2. Latar Belakang Masalah
Industri penerbangan Indonesia dimulai dengan berdirinya maskapai penerbangan
pertama di Indonesia, yaitu Garuda Indonesia. Sebelum krisis, industri ini menunjukkan
perkembangan yang cukup baik, namun keadaannya berubah setelah terjadinya krisis
ekonomi yang melanda beberapa negara di kawasan Asia, termasuk Indonesia.
Perkembangan industri penerbangan menjadi terhambat, bahkan turun.
Berdasarkan aktivitasnya, industri penerbangan di Indonesia dapat dikelompokkan
menjadi tiga golongan, yaitu penerbangan berjadwal, penerbangan tidak berjadwal dan
penerbangan khusus. Penerbangan berjadwal adalah penerbangan yang operasinya
dilakukan secara teratur pada rute-rute tertentu dengan tujuan mengangkut penumpang
komersial, kargo dan surat. Penerbangan tidak berjadwal adalah penerbangan yang
dilakukan sewaktu-waktu pada rute tertentu yang diperlukan. Penerbangan tipe ini
umumnya dilakukan oleh perusahaan yang menyediakan jasa carter pesawat. Sedangkan
penerbangan khusus adalah penerbangan yang disediakan oleh perusahaan untuk
kepentingan pemilik pesawat, bukan untuk melayani kepentingan umum. Tipe
penerbangan ini umumnya digunakan oleh instansi-instansi pemerintah dan perusahaan-
perusahaan swasta untuk mengangkut karyawannya ataupun pihak lain yang terkait untuk
tujuan tertentu.
Ada dua regulasi utama dalam industri penerbangan di Indonesia. Pertama, tarif
diatur oleh pemerintah dalam hal ini Departemen Perhubungan, dengan menggunakan
sistem tarif batas atas. Perusahaan tidak boleh menetapkan tarif penerbangan melebihi
batas atas yang ditetapkan, namun diperkenankan untuk menetapkan tarif serendah-
rendahnya. Tarif yang ditetapkan pemerintah pada tahun 1999 adalah sebesar
US$0,11/kursi/km/penumpang. Pada tahun 2003, ketentuan ini diperbaharui dengan
menetapkan tarif referensi yang maksimum 40% lebih rendah dari tarif batas atas.

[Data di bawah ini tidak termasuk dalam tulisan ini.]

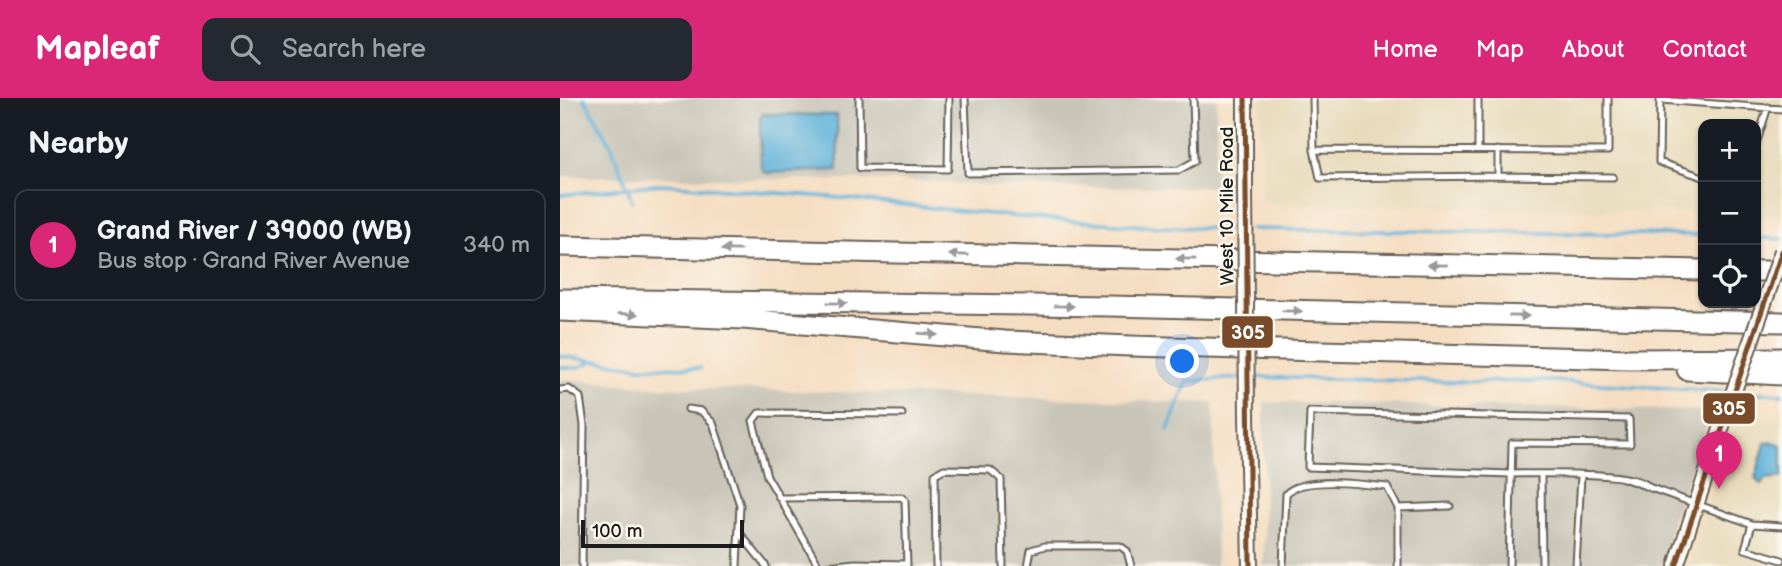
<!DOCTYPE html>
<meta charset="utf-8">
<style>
:root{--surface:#171b24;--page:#242831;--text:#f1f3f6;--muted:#9ea1a6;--line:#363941;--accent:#db2777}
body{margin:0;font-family:"Balsamiq Sans",sans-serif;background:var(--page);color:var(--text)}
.controls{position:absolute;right:21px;top:21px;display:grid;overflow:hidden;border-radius:14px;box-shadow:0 2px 5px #0004}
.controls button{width:63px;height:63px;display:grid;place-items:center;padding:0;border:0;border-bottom:2px solid var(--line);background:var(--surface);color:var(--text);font:35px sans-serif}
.scale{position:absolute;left:21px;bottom:18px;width:163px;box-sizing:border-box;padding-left:7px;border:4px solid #1c1c1c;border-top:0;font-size:19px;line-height:24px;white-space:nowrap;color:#1c1c1c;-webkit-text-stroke:5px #fbf7ec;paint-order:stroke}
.you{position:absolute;left:623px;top:264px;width:24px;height:24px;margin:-18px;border:5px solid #fff;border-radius:50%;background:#1a73e8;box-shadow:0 0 0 10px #1a73e833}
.badge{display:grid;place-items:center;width:46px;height:46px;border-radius:50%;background:var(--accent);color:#fff;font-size:23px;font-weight:700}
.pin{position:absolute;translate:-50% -58px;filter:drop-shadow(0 2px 4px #0008)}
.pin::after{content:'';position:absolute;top:37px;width:24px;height:21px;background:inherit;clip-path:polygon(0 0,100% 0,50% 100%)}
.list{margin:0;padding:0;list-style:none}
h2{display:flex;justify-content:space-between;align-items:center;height:91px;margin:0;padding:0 28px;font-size:30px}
h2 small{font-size:23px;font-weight:400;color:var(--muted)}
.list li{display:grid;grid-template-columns:46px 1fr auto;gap:21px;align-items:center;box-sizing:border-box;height:112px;margin:0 14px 14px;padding:0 14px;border:2px solid var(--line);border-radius:14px}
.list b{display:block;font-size:26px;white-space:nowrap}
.list p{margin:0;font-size:23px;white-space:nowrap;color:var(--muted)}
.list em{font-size:23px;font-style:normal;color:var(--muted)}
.icon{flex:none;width:38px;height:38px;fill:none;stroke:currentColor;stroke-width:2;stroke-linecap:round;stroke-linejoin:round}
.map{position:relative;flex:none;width:1222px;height:468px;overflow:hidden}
header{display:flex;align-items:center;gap:42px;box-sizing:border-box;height:98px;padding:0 35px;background:var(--accent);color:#fff}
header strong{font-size:33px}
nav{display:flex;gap:38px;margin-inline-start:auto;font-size:24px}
.search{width:490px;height:63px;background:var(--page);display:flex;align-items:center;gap:18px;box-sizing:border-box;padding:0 24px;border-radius:14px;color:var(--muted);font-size:26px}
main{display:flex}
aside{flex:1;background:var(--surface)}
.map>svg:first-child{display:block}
</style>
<header>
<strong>Mapleaf</strong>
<div class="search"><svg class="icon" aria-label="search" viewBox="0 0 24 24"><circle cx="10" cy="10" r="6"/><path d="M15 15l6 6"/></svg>Search here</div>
<nav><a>Home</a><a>Map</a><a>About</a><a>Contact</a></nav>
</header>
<main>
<aside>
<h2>Nearby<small></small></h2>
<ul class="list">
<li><span class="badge">1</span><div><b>Grand River / 39000 (WB)</b><p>Bus stop · Grand River Avenue</p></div><em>340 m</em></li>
</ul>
</aside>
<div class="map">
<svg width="1222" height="468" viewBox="0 0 1222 468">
<rect width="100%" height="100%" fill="#fbf7ec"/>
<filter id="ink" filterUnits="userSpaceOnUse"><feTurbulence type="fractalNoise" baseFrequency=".0143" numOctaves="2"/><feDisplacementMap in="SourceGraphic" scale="14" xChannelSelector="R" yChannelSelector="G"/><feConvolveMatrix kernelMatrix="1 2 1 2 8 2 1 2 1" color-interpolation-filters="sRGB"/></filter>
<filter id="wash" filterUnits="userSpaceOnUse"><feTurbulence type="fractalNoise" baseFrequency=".00686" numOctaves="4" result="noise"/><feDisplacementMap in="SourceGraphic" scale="28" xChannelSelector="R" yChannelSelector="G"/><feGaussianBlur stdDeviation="1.57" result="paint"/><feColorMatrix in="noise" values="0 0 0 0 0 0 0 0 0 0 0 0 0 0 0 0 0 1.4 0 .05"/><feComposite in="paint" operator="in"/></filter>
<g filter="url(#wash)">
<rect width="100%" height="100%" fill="#f5ddc1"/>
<!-- built -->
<path fill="#e7daba" d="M 700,0 L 1222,0 L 1222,119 L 1196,118 L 1196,26 L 1143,26 L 1143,115 L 702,105 Z
M 1177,317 L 1222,321 L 1222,468 L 1127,468 Z"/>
<!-- industrial -->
<path fill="#c8c4b8" d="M 0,0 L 657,0 L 655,89 L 448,89 L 360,83 L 0,78 Z
M 0,281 L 92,289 L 653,305 L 656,468 L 0,468 Z
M 704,304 L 1152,313 L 1113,420 L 1102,468 L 704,468 Z"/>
<!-- water -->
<path fill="#5db1d9" stroke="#3c667a" stroke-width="2" d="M 203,16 L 277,17 L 278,72 L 206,75 L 201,71 L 200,19 Z
M 1213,344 L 1222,347 L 1222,379 L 1206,381 L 1202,387 L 1195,381 L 1205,345 Z"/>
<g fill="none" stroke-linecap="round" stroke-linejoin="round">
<!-- stream -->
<path stroke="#5db1d9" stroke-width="3.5" d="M 24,0 L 52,49 L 72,103
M 0,97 L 102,86 L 269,99 L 459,119 L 599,129 L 683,131
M 690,131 L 1143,137
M 1196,140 L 1222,141
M 0,258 L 80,269 L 141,270
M 0,269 L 16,270 L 31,264
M 689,279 L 899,284 L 994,283 L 1171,294
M 1179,294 L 1222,296
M 608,332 L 627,283 L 682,280"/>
</g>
</g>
<g filter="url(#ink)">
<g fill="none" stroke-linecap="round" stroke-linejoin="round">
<!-- lane casing -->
<g stroke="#686056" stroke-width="9">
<path id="lane" d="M 299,0 L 300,70 L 388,71 L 389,0
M 405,0 L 408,75 L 619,72 L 635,63 L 633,0
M 753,0 L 754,52 L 1048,53 L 1048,0
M 1196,46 L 1208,9
M 754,52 L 760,80 L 938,78 L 938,52
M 918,52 L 918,0
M 938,78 L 1053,79
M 1143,79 L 1099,64 L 1100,2 L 1222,11
M 0,292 L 9,291 L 20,299 L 24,327 L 22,468
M 128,311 L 141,313 L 153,325 L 180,407 L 177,468
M 981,376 L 982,468
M 1063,380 L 1192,426 L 1222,428
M 219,400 L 341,399 L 345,402 L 347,468
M 1192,426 L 1185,451 L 1222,462
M 179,434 L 206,468
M 259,468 L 207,378 L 193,323 L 199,315 L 342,316
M 267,468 L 295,465 L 347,466
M 376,468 L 375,376 L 384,371 L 430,372 L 441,381 L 443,468
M 468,468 L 471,452 L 485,448 L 560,448 L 567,453 L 571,468
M 723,468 L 726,396 C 741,378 804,386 827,389 L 838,410
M 838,468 L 838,410 L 890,408
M 949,468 L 952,345 L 1070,346 L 1069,321 L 750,314 L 748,369 L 951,376 C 975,376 1079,372 1090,390
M 1016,468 L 1021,378"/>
</g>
<!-- secondary casing -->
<g stroke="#686056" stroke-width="18">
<path id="secondary" d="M 685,0 L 685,93
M 687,317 L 690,468
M 1116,468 L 1165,319"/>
</g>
<!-- highway casing -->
<g stroke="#686056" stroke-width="23">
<path id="highway" d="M 0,148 L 1143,172
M 1196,173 L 1222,173
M 0,201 L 550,208 L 1222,224
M 0,213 L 183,221 L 445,243 L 571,248 L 1068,261 L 1222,260
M 1127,272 L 1222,277"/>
</g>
<!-- lane -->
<use href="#lane" stroke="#fff" stroke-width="5"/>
<!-- secondary -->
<use href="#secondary" stroke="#fff" stroke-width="14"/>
<!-- highway -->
<use href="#highway" stroke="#fff" stroke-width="19"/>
<!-- secondary-bridge casing -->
<g stroke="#686056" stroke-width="18" stroke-linecap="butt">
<path id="secondary-bridge" d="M 685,93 L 687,317
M 1165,319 L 1222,153"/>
</g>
<!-- secondary-bridge -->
<use href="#secondary-bridge" stroke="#fff" stroke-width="14"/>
<!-- bus-1 casing -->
<g stroke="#fbf7ec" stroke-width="10">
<path id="bus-1" d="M 685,0 L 690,468
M 1116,468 L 1222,153"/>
</g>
<!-- bus-1 -->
<use href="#bus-1" stroke="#7a4b2a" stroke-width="5"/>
</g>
<!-- one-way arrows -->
<defs><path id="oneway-solid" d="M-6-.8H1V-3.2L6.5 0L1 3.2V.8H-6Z" transform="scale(1.75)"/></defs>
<g fill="#999">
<use href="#oneway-solid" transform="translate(171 152) rotate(-179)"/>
<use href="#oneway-solid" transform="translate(399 157) rotate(-179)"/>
<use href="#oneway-solid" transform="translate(626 161) rotate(-179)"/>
<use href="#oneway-solid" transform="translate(878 167) rotate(-179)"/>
<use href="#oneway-solid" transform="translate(277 205) rotate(1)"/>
<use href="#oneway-solid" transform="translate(504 208) rotate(1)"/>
<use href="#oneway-solid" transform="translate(732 213) rotate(1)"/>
<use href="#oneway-solid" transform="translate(68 216) rotate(3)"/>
<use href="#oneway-solid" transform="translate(959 218) rotate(1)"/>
<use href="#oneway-solid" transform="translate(368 236) rotate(5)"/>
</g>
</g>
<g text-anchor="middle" stroke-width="5" stroke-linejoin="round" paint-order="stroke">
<!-- street labels -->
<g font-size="19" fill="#1c1c1c" stroke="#fbf7ec">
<text transform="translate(666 108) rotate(-90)" y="7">West 10 Mile Road</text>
</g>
</g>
<g stroke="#fbf7ec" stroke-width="2.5">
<rect x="661" y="217" width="53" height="34" rx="7" fill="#7a4b2a"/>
<rect x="1142" y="294" width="54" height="33" rx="7" fill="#7a4b2a"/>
</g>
<g font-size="19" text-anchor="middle" font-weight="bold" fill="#fff">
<text x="688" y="241">305</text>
<text x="1169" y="317">305</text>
</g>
</svg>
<div class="controls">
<button>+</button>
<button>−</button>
<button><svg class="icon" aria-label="locate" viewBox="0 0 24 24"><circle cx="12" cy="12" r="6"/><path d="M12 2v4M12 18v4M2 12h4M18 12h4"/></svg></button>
</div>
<div class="scale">100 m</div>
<div class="you"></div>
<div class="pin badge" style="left:1159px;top:391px">1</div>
</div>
</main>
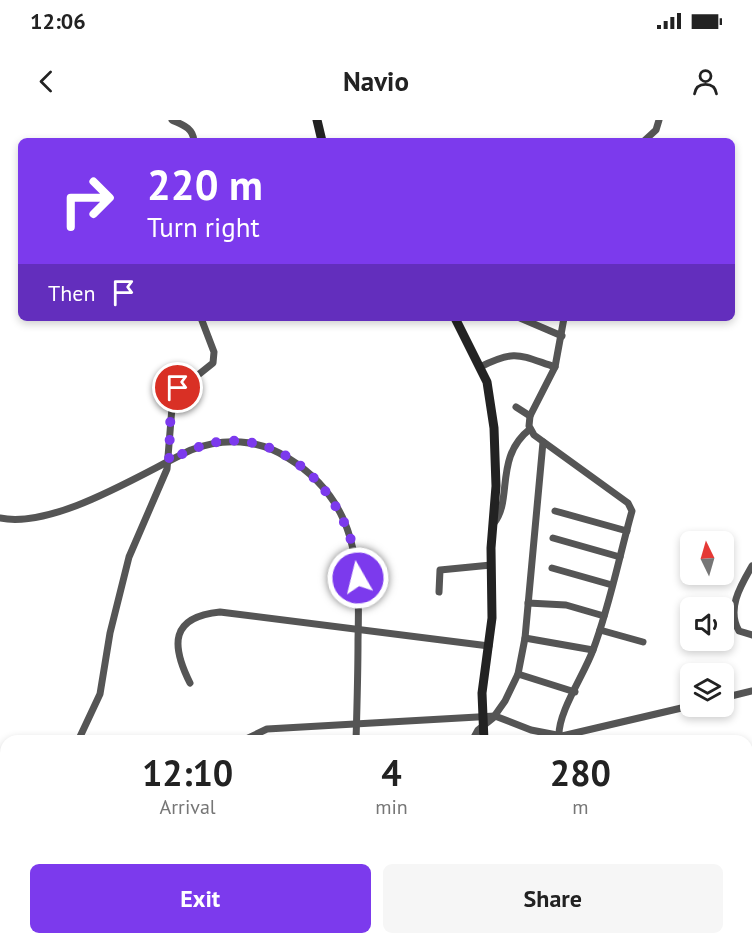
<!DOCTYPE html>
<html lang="en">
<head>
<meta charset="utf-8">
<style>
	body { margin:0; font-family:"PT Sans",sans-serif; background:#f6f6f6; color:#222; height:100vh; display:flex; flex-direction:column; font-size:22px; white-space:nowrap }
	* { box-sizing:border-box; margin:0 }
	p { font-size:20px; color:#767676 }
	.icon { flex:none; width:33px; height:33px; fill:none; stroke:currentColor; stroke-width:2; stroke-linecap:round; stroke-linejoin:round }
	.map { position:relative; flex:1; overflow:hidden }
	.side { position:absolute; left:0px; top:615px; width:753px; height:210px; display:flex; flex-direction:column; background:#fff; border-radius:18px 18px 0 0; box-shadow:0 3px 9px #0003 }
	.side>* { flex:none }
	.top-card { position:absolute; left:18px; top:18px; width:717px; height:183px; border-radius:9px; box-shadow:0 3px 9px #0003; background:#7c3aed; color:#fff; overflow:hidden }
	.needle { width:39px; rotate:355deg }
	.tools { position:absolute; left:680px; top:411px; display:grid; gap:12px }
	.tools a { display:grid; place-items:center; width:54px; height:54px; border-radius:9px; background:#fff; box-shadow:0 3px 9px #0003; font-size:30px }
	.pin { position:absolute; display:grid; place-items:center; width:51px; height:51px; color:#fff; margin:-26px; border:3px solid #fff; border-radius:50%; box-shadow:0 2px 6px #0007 }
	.me { position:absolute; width:66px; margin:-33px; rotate:352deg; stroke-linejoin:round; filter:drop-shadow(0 0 4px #0008) }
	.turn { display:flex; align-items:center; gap:21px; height:126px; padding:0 30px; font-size:27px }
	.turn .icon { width:78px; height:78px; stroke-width:2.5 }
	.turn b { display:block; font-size:42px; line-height:51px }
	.then { display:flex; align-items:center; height:57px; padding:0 30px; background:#0003; gap:12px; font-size:22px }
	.eta { display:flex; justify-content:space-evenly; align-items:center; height:102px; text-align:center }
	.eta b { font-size:36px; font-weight:800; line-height:42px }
	.primary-button { display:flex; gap:12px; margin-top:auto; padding:12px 30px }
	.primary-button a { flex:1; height:69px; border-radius:9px; background:#7c3aed; color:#fff; font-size:24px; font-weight:800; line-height:69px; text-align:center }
	.primary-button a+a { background:#f6f6f6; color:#222 }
	.status { display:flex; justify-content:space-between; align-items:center; height:42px; padding:0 30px; background:#fff; direction:ltr }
	.status svg { height:16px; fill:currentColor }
	header { display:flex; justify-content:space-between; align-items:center; height:78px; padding:0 30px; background:#fff; font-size:27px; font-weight:800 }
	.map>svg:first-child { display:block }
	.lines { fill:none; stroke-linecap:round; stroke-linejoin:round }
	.street { stroke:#555; stroke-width:7 }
	.secondary { stroke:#222; stroke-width:9 }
	.route { stroke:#7c3aed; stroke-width:10; stroke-dasharray:0 18 }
</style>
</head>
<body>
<div class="status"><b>12:06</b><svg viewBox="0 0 49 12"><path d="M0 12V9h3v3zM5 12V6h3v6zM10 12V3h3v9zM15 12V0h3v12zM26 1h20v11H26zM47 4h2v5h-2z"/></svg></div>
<header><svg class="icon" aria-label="back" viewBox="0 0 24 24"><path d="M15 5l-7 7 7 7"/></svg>Navio<svg class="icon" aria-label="person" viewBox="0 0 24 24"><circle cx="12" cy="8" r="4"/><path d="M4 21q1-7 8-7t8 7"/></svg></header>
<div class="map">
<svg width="752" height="825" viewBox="0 0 752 825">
	<rect width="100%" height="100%" fill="#fff"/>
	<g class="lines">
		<g class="street">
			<path d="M 172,0 C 183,5 193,8 194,21"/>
			<path d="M 644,21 L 656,10 L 659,0"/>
			<path d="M 520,198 L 562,216"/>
			<path d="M 480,247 C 516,229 519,235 555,247"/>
			<path d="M 516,287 L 530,296"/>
			<path d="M 555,391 L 627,411"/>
			<path d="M 0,398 C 55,409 142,353 191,330 C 224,317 258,319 288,338 C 358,381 360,446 358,520 C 358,554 357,587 356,621"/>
			<path d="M 494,403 C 513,380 494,337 530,309"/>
			<path d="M 553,418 L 620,437"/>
			<path d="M 752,446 C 741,465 726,489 739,511 L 752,515"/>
			<path d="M 552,448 L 612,465"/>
			<path d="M 439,472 L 440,450 L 491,445"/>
			<path d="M 528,483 L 566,485 L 604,496"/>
			<path d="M 600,510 L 643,522"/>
			<path d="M 525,518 L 593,530"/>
			<path d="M 518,554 L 575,572"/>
			<path d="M 190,563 C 171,525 170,497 220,492 L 489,526"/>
			<path d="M 723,578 L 752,571"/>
			<path d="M 559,616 C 558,592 584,555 593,530 C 610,485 619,437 632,391 L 628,383 L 534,315 L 529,306 L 530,296 L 555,247 L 564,198"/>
			<path d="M 78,621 L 100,574 L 110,513 L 129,437 L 167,349 L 173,275 L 213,243 L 214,232 L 201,198"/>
			<path d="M 242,621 L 267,609 L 495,596 L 531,610 L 562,616 L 690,586"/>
			<path d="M 472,621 L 478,610 L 493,598 L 505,581 L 518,554 L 525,518 L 543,322"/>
			<path d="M 0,666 L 6,665"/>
			<path d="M 0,727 L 6,728"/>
			<path d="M 0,771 L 6,771"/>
			<path d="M 0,800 L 6,800"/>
			<path d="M 374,819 L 413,825"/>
			<path d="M 547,819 L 549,825"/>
			<path d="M 0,823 L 26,825"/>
			<path d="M 321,825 L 324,819"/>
			<path d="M 433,825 L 435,819"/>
			<path d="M 590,825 L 590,819"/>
			<path d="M 682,825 L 683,819"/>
		</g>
		<g class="secondary">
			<path d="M 317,0 L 322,21"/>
			<path d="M 455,198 L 487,262 L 494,308 L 496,366 L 491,428 L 492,498 L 482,573 L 484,621"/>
			<path d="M 0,700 L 6,702"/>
			<path d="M 58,819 L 58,825"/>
			<path d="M 505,825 L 505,819"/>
		</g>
	</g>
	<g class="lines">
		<path class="route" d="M 178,268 L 171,279 L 169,341 C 187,331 205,323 225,321 C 299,316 355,391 358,458"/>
	</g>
</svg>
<div class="tools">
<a><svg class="needle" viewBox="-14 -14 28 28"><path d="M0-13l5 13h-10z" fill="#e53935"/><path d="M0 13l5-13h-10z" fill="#767676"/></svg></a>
<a><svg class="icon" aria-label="sound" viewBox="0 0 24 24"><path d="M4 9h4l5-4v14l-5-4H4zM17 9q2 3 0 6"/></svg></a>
<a><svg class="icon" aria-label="layers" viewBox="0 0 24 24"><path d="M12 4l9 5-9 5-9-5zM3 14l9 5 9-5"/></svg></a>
</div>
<div class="pin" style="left:178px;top:268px;background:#d93025"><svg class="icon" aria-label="arrive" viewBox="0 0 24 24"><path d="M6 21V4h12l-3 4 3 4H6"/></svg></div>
<svg class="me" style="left:358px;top:458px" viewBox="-20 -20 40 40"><circle r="17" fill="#7c3aed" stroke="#fff" stroke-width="3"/><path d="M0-11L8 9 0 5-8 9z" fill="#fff"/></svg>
<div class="top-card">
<div class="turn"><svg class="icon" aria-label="right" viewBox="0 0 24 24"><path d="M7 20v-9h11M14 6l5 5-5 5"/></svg><div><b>220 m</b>Turn right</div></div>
<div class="then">Then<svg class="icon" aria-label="arrive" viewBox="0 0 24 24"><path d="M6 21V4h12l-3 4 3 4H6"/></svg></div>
</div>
<section class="side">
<div class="eta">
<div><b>12:10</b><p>Arrival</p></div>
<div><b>4</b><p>min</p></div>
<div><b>280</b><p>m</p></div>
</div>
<div class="primary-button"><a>Exit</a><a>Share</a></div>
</section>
</div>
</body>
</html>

Kedua, pada tahun 1999 pemerintah melakukan deregulasi industri penerbangan
dengan mengeluarkan PP No. 40/1999 yang memungkinkan masuknya perusahaan
penerbangan dalam industri penerbangan berjadwal secara bebas asalkan menguasai
minimal dua pesawat (milik sendiri maupun leasing).
Sejak diterapkannya open sky policy yang mempermudah syarat pendirian maskapai
penerbangan tersebut, persaingan di industri penerbangan di Indonesia menjadi semakin
ketat. Salah satunya pada rute Jakarta-Surabaya. Beberapa pemain lama dan baru
membuka jalur penerbangan untuk rute ini, diantaranya Merpati yang kembali beroperasi
di jalur ini dan Efata Papua sebagai pemain baru.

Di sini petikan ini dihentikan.